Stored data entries
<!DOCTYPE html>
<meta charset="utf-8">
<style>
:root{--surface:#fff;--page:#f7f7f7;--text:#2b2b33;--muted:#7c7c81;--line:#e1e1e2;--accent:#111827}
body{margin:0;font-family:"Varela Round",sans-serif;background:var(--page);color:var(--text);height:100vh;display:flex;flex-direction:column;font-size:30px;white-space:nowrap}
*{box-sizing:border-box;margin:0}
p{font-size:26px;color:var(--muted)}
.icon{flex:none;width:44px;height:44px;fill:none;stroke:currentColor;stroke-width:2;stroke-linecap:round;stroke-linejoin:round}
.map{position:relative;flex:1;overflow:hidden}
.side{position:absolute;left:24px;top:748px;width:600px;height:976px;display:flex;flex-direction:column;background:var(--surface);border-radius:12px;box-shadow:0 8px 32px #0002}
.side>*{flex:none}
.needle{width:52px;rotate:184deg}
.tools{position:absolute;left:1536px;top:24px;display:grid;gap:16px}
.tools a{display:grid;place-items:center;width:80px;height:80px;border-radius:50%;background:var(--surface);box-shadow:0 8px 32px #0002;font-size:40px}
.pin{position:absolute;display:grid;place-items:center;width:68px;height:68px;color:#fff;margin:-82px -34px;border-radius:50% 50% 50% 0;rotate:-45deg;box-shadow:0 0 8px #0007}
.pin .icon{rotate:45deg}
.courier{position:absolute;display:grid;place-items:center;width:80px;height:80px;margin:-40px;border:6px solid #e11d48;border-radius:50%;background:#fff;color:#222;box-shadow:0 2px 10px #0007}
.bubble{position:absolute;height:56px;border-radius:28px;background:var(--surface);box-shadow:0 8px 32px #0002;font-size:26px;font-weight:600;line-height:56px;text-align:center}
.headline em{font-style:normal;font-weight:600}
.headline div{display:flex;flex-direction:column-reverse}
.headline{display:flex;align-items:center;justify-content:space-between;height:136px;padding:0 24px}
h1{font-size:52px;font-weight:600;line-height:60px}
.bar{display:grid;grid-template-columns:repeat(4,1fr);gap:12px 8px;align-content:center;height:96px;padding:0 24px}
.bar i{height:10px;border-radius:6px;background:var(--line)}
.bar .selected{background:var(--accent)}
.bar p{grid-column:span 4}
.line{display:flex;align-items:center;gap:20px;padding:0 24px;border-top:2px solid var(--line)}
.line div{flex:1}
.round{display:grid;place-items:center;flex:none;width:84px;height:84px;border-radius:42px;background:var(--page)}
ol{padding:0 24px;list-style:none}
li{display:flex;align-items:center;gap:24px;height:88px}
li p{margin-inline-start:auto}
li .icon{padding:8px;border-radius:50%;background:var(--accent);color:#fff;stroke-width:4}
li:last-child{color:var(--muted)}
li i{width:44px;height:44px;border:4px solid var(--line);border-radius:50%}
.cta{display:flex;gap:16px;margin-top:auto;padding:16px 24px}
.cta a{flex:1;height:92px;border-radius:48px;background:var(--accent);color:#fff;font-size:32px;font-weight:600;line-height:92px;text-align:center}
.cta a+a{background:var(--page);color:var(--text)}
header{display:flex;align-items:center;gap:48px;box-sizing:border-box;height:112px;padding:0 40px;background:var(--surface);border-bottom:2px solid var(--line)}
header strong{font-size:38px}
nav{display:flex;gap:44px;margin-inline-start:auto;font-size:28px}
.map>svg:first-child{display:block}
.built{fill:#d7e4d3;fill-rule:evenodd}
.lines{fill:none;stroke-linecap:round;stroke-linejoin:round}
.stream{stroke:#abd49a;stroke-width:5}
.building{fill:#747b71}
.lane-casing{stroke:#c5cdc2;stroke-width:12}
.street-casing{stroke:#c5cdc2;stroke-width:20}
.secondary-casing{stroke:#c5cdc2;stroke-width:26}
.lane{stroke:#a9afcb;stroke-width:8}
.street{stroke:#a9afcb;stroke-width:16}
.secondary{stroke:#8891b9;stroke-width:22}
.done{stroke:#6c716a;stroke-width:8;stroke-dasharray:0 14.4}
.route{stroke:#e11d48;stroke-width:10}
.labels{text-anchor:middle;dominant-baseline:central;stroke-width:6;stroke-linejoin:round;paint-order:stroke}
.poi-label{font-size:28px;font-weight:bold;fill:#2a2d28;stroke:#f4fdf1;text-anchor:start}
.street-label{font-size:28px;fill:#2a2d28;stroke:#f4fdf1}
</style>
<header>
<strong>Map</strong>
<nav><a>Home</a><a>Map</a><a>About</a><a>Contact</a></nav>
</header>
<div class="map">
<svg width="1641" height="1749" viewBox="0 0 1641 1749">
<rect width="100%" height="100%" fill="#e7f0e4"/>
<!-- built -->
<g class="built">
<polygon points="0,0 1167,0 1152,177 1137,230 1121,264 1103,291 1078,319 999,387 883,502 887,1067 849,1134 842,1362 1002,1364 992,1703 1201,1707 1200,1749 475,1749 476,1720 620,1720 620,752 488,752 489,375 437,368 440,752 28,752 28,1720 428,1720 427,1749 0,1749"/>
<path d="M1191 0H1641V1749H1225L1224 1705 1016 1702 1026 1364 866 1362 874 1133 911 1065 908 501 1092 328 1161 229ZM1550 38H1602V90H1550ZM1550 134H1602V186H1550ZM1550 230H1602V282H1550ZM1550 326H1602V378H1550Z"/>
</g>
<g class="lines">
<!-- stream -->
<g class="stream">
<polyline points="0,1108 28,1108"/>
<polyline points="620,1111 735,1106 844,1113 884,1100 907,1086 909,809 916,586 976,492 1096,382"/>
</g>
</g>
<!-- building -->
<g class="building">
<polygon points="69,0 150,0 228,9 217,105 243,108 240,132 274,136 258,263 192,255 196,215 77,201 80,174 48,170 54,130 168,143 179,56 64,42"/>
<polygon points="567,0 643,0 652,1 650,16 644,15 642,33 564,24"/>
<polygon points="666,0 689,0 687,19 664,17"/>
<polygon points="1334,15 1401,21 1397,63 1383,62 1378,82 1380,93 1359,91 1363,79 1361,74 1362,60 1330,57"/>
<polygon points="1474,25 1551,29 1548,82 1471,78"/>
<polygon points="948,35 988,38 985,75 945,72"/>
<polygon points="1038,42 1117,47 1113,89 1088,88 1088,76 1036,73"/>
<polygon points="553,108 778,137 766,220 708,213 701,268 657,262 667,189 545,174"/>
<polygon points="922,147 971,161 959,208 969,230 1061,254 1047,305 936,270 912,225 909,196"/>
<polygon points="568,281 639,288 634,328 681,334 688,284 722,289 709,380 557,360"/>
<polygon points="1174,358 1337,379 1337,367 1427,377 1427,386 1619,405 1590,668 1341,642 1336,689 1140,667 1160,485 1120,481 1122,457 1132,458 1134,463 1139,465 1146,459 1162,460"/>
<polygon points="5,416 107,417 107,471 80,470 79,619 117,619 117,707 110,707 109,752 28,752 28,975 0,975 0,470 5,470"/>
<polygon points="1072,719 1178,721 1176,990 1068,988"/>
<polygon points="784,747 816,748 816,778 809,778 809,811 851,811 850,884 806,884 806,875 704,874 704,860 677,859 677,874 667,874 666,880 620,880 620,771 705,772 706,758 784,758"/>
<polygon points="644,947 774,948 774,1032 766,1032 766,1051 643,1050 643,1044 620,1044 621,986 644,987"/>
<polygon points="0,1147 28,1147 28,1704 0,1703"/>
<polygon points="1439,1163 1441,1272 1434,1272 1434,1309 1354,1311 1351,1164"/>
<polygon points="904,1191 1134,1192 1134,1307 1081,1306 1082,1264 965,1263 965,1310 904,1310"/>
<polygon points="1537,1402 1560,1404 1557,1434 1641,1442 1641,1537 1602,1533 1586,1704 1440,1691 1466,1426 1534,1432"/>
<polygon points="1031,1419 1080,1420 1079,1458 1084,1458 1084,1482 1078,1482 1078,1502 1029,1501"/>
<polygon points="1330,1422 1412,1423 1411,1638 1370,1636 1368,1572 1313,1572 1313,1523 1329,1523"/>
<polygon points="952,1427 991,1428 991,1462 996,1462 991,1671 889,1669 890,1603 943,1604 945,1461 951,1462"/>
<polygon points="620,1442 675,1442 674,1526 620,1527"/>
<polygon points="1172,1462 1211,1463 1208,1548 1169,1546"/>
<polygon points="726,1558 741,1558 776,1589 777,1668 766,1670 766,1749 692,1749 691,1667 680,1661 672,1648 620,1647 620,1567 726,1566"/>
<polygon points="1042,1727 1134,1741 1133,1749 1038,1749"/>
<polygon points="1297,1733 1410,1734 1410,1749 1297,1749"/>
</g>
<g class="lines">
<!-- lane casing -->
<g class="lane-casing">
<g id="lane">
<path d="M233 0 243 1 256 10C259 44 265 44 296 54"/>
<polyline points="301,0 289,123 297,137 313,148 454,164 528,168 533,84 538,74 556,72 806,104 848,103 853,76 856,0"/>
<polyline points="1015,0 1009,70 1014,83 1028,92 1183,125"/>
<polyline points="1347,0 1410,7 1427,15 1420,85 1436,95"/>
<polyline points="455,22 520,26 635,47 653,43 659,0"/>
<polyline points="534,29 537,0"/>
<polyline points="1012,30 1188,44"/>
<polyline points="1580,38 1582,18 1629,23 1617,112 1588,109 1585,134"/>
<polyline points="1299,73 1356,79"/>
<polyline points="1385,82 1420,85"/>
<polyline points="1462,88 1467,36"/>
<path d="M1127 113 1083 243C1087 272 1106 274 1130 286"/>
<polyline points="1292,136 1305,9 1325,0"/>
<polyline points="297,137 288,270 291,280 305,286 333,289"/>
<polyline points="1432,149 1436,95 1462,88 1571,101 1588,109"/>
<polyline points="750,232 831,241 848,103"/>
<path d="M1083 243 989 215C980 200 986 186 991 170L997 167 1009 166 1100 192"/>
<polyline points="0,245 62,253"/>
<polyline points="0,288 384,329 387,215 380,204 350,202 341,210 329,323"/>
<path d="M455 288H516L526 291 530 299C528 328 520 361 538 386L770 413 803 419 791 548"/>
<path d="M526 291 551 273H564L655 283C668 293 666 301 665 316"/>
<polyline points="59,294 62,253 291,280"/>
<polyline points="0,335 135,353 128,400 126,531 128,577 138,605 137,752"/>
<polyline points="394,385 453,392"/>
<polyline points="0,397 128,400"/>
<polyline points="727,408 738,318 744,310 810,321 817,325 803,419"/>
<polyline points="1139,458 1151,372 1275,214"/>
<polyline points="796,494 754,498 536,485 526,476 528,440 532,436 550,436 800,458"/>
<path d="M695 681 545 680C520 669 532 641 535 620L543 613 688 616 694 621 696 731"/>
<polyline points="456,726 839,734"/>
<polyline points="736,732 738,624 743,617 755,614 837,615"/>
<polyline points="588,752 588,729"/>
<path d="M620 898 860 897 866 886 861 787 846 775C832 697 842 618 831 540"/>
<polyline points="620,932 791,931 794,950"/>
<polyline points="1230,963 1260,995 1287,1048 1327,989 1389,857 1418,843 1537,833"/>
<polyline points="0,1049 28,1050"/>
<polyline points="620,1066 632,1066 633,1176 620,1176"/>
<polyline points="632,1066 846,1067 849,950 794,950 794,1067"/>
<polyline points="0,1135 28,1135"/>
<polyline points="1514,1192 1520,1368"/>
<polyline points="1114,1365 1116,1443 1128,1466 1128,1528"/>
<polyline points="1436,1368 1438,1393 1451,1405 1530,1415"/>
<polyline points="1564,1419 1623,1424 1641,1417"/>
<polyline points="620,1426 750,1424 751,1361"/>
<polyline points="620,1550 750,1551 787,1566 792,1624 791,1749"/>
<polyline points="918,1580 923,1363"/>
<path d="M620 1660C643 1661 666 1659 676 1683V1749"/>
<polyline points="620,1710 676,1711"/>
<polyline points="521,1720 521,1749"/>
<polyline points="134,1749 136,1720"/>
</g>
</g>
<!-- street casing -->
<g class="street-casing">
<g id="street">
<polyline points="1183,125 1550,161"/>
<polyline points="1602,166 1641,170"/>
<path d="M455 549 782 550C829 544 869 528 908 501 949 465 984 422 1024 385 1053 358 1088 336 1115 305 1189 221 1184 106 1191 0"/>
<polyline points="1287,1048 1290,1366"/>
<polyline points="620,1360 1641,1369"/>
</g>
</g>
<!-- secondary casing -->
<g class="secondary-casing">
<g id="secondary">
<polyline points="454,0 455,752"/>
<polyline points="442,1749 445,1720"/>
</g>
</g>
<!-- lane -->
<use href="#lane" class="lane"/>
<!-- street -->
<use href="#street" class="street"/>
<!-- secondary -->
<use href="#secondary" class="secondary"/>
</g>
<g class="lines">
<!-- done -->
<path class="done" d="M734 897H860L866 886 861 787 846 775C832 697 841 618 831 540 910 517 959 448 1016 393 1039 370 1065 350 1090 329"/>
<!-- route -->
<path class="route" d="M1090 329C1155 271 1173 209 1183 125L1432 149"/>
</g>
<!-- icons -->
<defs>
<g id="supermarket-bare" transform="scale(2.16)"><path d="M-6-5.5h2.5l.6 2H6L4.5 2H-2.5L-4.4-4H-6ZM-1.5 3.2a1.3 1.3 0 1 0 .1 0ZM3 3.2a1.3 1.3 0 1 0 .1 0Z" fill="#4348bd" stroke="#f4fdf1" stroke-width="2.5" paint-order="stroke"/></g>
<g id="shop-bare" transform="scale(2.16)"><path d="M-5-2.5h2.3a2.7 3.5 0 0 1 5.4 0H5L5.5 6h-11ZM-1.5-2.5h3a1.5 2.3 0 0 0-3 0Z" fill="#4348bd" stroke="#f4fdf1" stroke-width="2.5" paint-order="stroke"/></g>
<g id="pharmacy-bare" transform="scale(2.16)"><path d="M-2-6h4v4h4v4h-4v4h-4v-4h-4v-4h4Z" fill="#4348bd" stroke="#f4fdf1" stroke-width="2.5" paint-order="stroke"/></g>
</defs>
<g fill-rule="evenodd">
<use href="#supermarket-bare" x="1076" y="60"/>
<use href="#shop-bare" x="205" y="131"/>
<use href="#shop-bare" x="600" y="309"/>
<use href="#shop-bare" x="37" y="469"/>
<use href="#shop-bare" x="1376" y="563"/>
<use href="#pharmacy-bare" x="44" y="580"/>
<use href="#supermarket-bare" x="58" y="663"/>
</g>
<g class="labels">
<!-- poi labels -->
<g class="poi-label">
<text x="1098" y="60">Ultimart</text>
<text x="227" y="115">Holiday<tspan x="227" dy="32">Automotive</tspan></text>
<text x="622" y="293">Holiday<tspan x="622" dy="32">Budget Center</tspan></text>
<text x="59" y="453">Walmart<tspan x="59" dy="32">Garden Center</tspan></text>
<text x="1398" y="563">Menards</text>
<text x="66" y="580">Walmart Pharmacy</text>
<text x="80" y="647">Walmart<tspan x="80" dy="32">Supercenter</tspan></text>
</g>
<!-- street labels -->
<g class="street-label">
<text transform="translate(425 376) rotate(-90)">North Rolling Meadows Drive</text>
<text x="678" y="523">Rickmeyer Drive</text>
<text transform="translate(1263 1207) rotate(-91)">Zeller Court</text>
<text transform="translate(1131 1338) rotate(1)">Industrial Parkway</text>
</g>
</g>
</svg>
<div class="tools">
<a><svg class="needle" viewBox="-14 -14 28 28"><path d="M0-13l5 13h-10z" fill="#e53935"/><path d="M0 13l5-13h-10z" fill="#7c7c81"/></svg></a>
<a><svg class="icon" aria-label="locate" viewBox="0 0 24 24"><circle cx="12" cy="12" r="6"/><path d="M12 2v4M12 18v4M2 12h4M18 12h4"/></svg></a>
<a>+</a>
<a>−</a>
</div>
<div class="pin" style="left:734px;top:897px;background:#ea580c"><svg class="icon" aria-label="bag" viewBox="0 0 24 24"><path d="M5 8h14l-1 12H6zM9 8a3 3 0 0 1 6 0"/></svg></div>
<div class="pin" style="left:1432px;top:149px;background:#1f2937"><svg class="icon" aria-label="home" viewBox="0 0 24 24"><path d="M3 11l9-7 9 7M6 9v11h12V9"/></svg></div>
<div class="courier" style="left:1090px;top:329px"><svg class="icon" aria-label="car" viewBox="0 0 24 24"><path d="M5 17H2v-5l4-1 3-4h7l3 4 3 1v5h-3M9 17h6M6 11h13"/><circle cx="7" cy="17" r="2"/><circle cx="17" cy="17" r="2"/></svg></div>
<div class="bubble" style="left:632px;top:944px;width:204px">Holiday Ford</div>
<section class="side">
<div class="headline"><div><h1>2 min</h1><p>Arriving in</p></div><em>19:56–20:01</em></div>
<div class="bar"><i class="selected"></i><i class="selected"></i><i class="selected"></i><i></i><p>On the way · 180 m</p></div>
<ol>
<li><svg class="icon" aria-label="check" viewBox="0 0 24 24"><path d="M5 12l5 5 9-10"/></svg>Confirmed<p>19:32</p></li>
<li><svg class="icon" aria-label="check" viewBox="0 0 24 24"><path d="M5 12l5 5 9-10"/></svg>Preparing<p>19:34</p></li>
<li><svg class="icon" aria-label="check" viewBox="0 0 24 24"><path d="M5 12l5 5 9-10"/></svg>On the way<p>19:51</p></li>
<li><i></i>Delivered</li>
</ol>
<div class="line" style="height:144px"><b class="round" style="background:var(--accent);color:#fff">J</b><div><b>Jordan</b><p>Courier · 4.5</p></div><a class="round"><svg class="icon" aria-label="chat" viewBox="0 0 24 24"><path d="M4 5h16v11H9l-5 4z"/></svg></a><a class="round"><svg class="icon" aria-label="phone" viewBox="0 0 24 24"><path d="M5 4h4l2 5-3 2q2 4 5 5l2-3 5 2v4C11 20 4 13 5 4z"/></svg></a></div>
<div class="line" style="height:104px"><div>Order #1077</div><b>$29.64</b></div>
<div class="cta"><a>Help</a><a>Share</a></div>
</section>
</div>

■ **To do**
Search the data above for the string "linecap". Report every line where it is found.

■ **Written solution**
.icon{flex:none;width:44px;height:44px;fill:none;stroke:currentColor;stroke-width:2;stroke-linecap:round;stroke-linejoin:round}
.lines{fill:none;stroke-linecap:round;stroke-linejoin:round}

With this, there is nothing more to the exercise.